## [EXTRACTED MATERIAL]
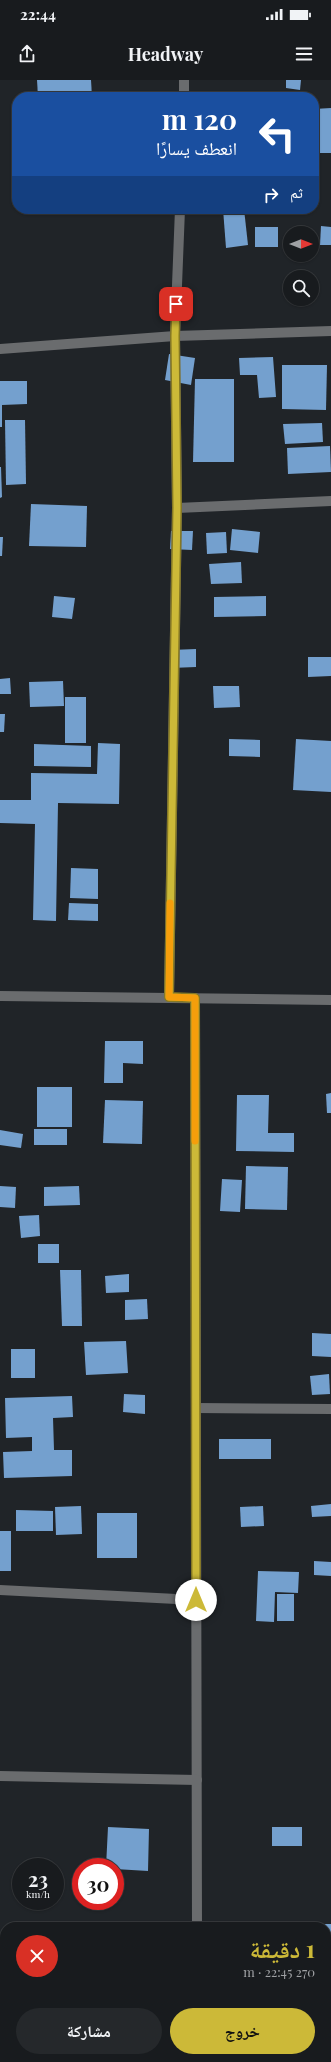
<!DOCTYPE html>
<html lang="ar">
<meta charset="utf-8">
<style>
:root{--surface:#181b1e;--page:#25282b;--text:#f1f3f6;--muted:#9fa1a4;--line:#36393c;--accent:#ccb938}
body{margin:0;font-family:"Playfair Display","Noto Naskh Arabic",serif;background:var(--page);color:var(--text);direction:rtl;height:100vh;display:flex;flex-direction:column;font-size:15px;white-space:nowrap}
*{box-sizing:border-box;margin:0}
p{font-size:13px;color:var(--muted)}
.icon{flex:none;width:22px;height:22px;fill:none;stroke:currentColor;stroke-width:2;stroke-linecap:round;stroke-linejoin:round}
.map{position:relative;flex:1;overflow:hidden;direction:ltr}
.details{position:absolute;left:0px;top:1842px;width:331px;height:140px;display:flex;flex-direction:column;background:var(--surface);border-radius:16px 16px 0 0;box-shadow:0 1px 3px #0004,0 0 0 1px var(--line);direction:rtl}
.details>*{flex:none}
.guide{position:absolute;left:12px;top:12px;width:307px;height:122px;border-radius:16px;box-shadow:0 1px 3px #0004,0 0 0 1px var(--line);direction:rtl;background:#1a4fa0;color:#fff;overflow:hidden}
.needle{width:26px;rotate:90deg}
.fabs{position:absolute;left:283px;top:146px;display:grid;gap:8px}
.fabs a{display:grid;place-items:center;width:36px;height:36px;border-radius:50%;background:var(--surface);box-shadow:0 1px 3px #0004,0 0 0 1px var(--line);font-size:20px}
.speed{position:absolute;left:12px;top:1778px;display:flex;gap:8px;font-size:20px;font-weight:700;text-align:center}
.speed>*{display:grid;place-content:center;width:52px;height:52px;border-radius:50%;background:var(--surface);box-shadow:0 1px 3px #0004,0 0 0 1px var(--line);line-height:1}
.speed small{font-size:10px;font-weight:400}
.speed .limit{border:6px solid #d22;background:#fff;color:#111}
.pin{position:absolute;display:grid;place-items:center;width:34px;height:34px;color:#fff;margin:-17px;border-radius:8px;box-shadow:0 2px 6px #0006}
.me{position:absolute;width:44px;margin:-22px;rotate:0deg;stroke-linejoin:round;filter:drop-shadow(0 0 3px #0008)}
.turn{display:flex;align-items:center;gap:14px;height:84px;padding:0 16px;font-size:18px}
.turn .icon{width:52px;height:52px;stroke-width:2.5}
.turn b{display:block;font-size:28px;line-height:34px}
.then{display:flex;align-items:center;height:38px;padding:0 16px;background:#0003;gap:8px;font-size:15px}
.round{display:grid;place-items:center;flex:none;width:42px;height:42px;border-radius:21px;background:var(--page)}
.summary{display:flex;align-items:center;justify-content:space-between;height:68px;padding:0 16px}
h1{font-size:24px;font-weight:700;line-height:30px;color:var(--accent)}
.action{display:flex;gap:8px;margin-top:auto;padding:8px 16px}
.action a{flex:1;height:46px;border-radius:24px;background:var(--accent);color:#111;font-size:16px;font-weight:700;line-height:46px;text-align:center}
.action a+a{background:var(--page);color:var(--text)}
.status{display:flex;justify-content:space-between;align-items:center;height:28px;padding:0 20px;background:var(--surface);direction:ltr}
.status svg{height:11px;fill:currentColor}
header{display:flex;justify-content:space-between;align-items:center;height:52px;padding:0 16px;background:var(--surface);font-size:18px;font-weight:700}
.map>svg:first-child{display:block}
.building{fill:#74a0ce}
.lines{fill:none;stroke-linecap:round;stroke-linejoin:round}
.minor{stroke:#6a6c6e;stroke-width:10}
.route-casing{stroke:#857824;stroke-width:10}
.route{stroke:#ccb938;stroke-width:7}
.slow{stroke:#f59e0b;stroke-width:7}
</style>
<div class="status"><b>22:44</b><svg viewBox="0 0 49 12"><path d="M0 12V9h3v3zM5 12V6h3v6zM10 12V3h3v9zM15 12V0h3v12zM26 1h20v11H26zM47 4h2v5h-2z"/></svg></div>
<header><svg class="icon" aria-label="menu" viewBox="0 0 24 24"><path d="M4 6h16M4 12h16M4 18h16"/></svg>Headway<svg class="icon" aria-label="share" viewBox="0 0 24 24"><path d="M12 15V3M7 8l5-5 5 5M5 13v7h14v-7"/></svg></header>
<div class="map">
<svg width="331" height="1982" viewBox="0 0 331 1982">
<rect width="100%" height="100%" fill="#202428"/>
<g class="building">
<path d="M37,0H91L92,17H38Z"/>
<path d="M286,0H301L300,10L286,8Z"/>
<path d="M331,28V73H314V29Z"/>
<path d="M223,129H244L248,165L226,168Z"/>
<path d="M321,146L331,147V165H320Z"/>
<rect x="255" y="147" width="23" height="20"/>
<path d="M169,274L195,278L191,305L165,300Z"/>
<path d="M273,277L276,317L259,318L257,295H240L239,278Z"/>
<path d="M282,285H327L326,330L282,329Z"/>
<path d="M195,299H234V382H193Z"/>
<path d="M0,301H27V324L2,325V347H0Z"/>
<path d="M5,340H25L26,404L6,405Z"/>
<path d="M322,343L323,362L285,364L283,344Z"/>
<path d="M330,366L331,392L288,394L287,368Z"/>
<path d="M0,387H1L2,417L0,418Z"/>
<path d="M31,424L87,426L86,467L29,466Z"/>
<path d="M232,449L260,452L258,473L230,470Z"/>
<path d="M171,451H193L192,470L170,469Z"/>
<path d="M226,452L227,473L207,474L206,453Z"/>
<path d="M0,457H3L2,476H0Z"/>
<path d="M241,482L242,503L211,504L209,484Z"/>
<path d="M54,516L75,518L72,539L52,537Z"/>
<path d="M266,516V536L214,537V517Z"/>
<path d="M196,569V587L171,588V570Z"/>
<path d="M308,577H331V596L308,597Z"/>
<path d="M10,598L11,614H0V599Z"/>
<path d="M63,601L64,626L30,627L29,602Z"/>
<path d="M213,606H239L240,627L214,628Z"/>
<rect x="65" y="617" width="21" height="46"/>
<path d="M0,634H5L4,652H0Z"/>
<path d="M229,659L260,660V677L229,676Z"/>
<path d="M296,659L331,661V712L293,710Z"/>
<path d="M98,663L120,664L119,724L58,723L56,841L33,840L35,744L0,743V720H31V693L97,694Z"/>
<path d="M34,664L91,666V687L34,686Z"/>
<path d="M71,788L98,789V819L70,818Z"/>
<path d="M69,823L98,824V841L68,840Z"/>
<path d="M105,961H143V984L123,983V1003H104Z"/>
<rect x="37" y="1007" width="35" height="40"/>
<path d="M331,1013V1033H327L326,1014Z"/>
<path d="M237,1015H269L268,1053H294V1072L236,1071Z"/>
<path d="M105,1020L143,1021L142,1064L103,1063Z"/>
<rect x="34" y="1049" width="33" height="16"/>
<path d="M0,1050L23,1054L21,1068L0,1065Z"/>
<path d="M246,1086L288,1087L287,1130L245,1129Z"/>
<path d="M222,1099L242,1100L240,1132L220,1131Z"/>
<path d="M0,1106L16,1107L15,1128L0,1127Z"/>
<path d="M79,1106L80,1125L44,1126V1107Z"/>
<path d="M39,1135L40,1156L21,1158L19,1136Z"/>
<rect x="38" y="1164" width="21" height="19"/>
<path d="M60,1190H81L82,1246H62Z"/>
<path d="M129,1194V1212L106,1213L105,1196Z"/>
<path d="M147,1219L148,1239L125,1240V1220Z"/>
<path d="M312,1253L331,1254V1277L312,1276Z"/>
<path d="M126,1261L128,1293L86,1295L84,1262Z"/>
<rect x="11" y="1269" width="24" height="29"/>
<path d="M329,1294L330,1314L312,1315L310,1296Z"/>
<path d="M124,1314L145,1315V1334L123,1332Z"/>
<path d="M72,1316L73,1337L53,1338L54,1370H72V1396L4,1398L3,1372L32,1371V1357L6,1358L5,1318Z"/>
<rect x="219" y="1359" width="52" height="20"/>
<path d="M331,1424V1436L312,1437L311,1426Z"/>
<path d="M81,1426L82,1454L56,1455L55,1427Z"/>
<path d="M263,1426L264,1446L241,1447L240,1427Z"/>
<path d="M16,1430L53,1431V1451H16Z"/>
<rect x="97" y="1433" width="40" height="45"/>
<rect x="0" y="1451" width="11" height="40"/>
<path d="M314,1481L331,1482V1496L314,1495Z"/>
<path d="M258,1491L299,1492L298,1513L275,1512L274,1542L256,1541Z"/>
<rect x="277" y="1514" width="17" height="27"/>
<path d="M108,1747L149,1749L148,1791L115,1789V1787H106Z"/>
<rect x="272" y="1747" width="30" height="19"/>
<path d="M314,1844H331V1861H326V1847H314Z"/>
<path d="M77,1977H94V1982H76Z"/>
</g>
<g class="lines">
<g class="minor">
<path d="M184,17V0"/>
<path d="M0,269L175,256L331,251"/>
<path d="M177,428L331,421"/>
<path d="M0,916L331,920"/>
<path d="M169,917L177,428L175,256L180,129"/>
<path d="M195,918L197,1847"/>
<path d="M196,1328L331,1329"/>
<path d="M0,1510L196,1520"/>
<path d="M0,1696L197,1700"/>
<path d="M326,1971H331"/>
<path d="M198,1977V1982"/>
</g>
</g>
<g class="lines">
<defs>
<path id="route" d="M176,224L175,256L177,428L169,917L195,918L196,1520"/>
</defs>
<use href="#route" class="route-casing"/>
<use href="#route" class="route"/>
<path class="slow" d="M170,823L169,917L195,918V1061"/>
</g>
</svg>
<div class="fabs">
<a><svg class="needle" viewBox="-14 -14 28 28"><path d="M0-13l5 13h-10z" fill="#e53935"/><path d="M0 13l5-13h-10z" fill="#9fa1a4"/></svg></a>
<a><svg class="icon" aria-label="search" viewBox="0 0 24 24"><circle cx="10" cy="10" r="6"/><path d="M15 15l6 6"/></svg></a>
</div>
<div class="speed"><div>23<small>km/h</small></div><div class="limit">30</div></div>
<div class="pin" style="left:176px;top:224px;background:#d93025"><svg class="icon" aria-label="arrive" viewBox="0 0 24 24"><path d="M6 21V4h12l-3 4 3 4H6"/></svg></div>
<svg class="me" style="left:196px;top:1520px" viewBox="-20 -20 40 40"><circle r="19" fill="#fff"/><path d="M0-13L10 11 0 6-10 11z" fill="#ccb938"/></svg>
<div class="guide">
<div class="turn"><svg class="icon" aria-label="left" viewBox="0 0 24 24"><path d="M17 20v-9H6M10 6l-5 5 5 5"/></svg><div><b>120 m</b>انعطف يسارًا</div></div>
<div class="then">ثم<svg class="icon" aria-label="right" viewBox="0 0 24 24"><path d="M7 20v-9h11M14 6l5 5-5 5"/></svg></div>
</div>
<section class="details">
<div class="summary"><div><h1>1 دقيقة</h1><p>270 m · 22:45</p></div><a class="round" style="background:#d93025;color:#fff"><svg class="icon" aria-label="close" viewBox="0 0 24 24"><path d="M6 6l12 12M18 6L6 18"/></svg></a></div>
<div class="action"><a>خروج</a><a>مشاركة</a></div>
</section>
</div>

## [ABOUT THIS TASK]
Each line with the word "limit" in the records above belongs in the result; copy all of them.

## [RESULT BELOW]
.speed .limit{border:6px solid #d22;background:#fff;color:#111}
<div class="speed"><div>23<small>km/h</small></div><div class="limit">30</div></div>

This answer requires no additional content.